X_train.shape: (2760, 57)
y_train.shape: (2760,)
X_test.shape: (1840, 57)
y_test.shape: (1840,)


In [8]:
# A dictionary to store the classifiers and respective scores
score_dict = {}

# Different classifiers used in the training procedure and their initializations
classifiers = [
    KNeighborsClassifier(3),
    SVC(kernel="linear", C=0.025),
    SVC(gamma=2, C=1),
    GaussianProcessClassifier(1.0 * RBF(1.0), warm_start=True),
    DecisionTreeClassifier(max_depth=5),
    RandomForestClassifier(max_depth=5, n_estimators=10, max_features=1),
    MLPClassifier(alpha=1),
    AdaBoostClassifier(),
    GaussianNB(),
    QuadraticDiscriminantAnalysis()]

# Variable to store the number of classifiers
num_classifiers = len(classifiers)

# Names of the classifiers (string)
names = ["Nearest Neighbors", "Linear SVM", "RBF SVM", "Gaussian Process",
         "Decision Tree", "Random Forest", "Neural Net", "AdaBoost",
         "Naive Bayes", "QDA"]

# Training loop (iterates over each classifiers and trains a model based on them)
for num, classifier in enumerate(classifiers):
    model = classifier # Current classifier
    model.fit(X_train, y_train) # Fit the current classifier with the training data
    score = model.score(X_test, y_test) # Assess the performance of the trained model using test data
    name_of_classifer = names[num] 
    print "Training {} classifier" .format(name_of_classifer)
    #print "Score for {} :" .format(name_of_classifer), score
    score_dict[name_of_classifer] = score # Save the classifier and score information

# Display the classifier and score information, sorted, starting with the best classifier.
score_dict_sorted_by_value = OrderedDict(sorted(score_dict.items(), key=lambda x: x[1], reverse=True))
print "\nTraining complete\nResults:\n"
for k,v in score_dict_sorted_by_value.items():
    print "Classifier: {}, \tScore: {}" .format(k,v)

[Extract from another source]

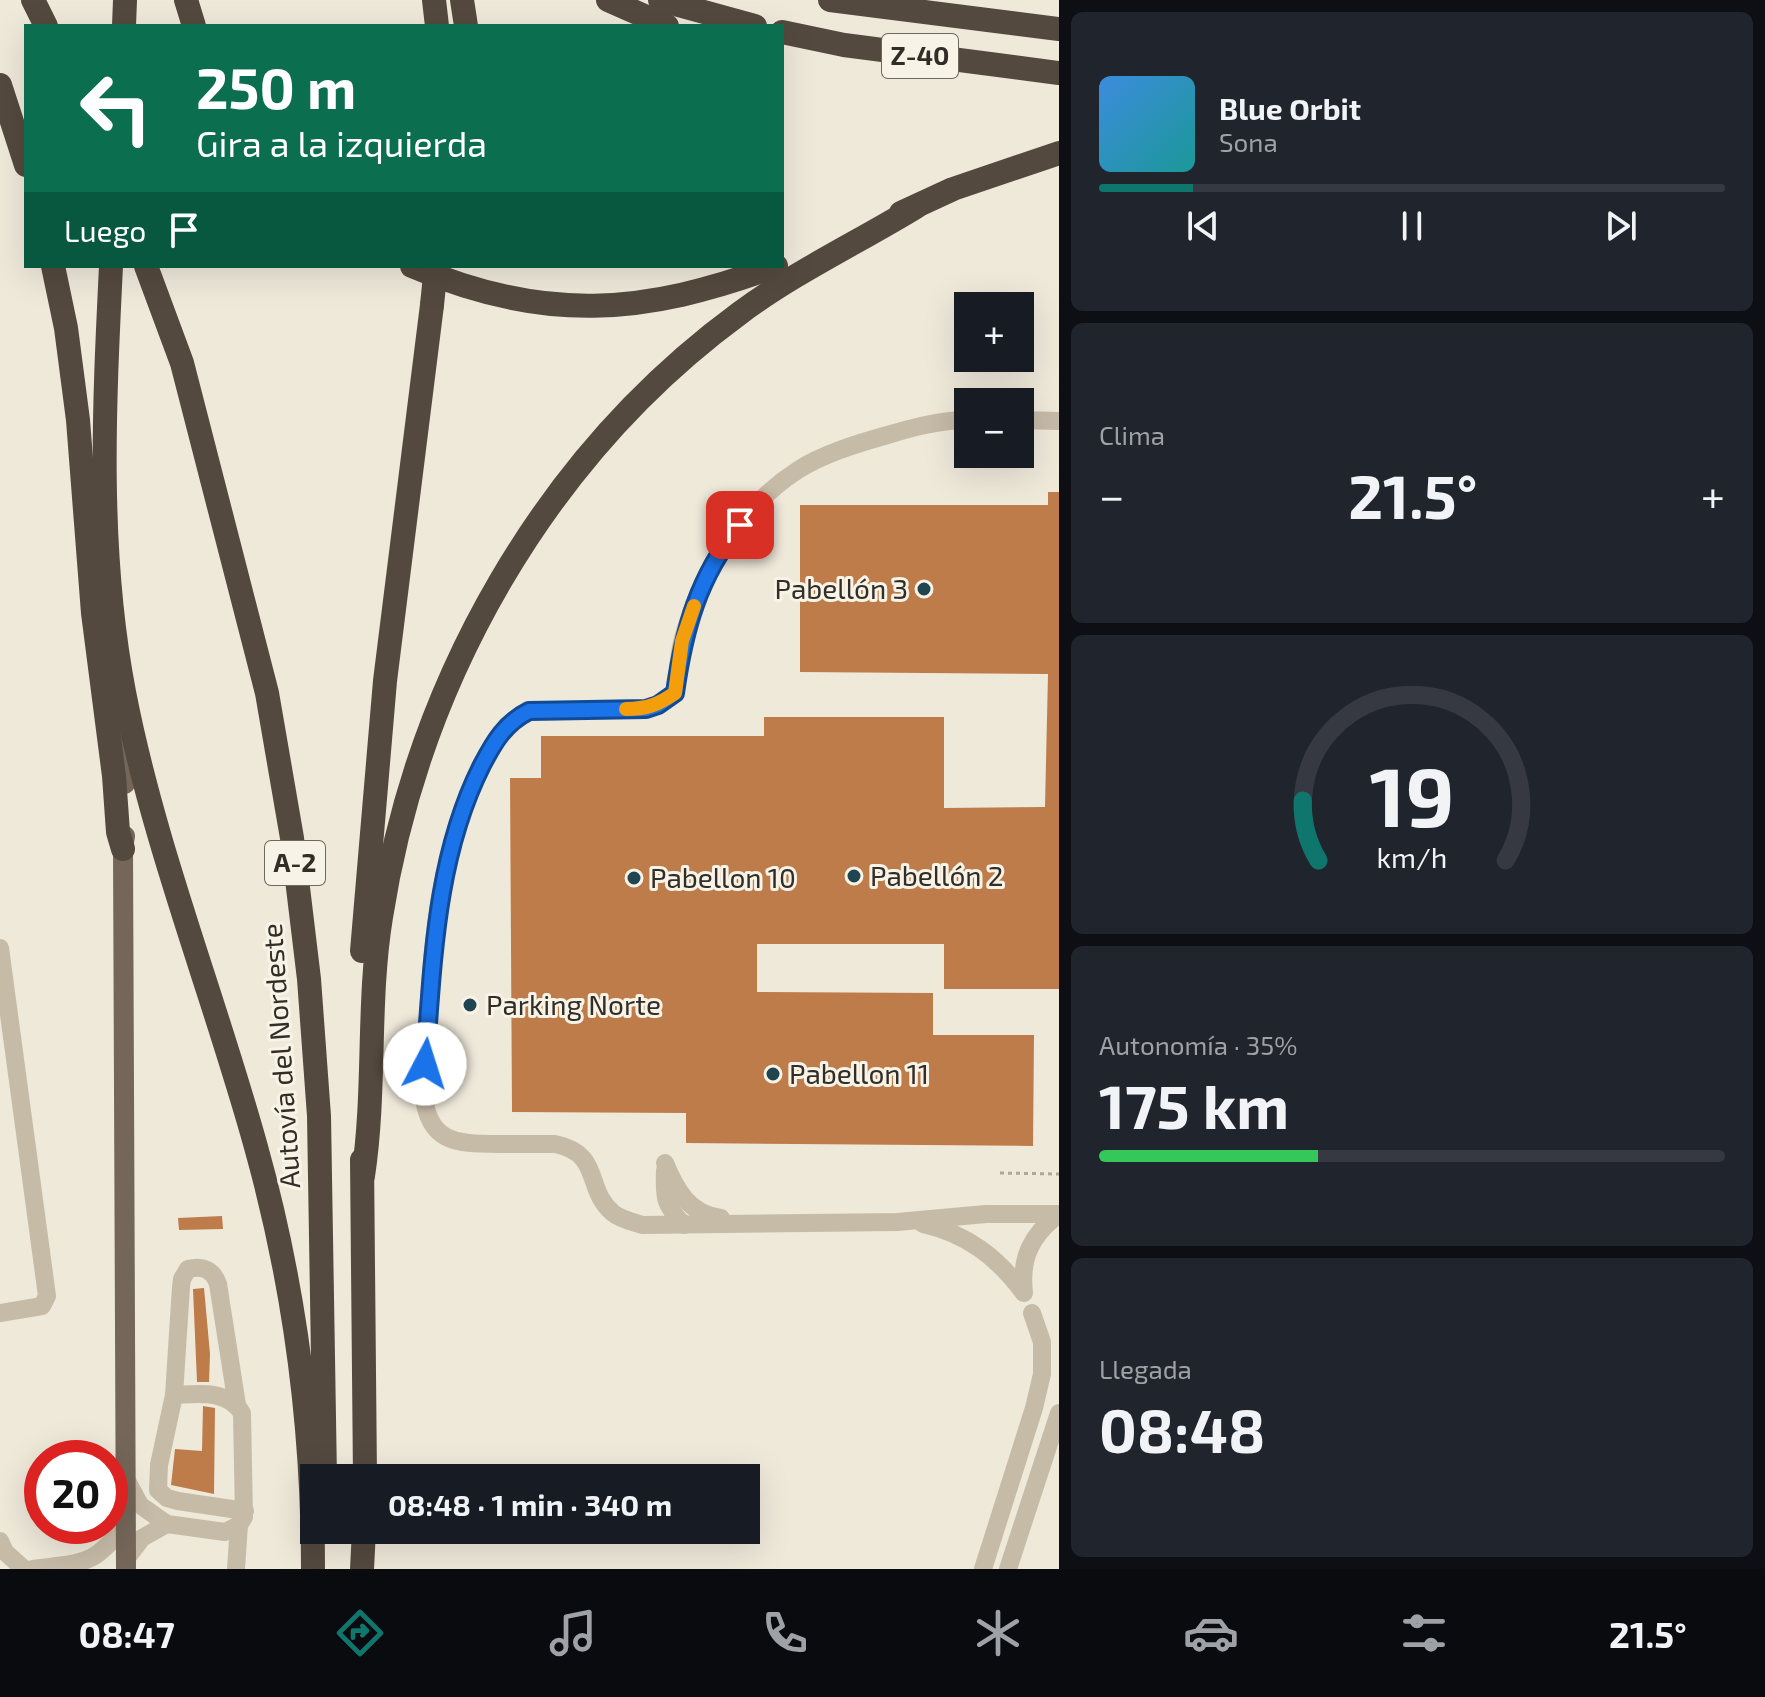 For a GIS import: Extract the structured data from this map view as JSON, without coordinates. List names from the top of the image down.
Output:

Training Nearest Neighbors classifier
Training Linear SVM classifier
Training RBF SVM classifier
Training Gaussian Process classifier
Training Decision Tree classifier
Training Random Forest classifier
Training Neural Net classifier
Training AdaBoost classifier
Training Naive Bayes classifier
Training QDA classifier

Training complete
Results:

Classifier: AdaBoost, 	Score: 0.932608695652
Classifier: Linear SVM, 	Score: 0.917391304348
Classifier: Decision Tree, 	Score: 0.909782608696
Classifier: Neural Net, 	Score: 0.870108695652
Classifier: Random Forest, 	Score: 0.858695652174
Classifier: Naive Bayes, 	Score: 0.828260869565
Classifier: QDA, 	Score: 0.825
Classifier: Nearest Neighbors, 	Score: 0.786413043478
Classifier: RBF SVM, 	Score: 0.689130434783
Classifier: Gaussian Process, 	Score: 0.598913043478


Great our models learned pretty well across the many features. We could also reduce the dimensions to "word: frequency alone. A "word" in this case is any string of alphanumeric characters bounded by non-alphanumeric characters or end-of-string. For that, change `X = data[:,:57]` to `X = data[:,:48]` so that variable `X` will hold only the respective columns corresponding to word data.    
We can add much more to this. Let us dig deep in future tutorials.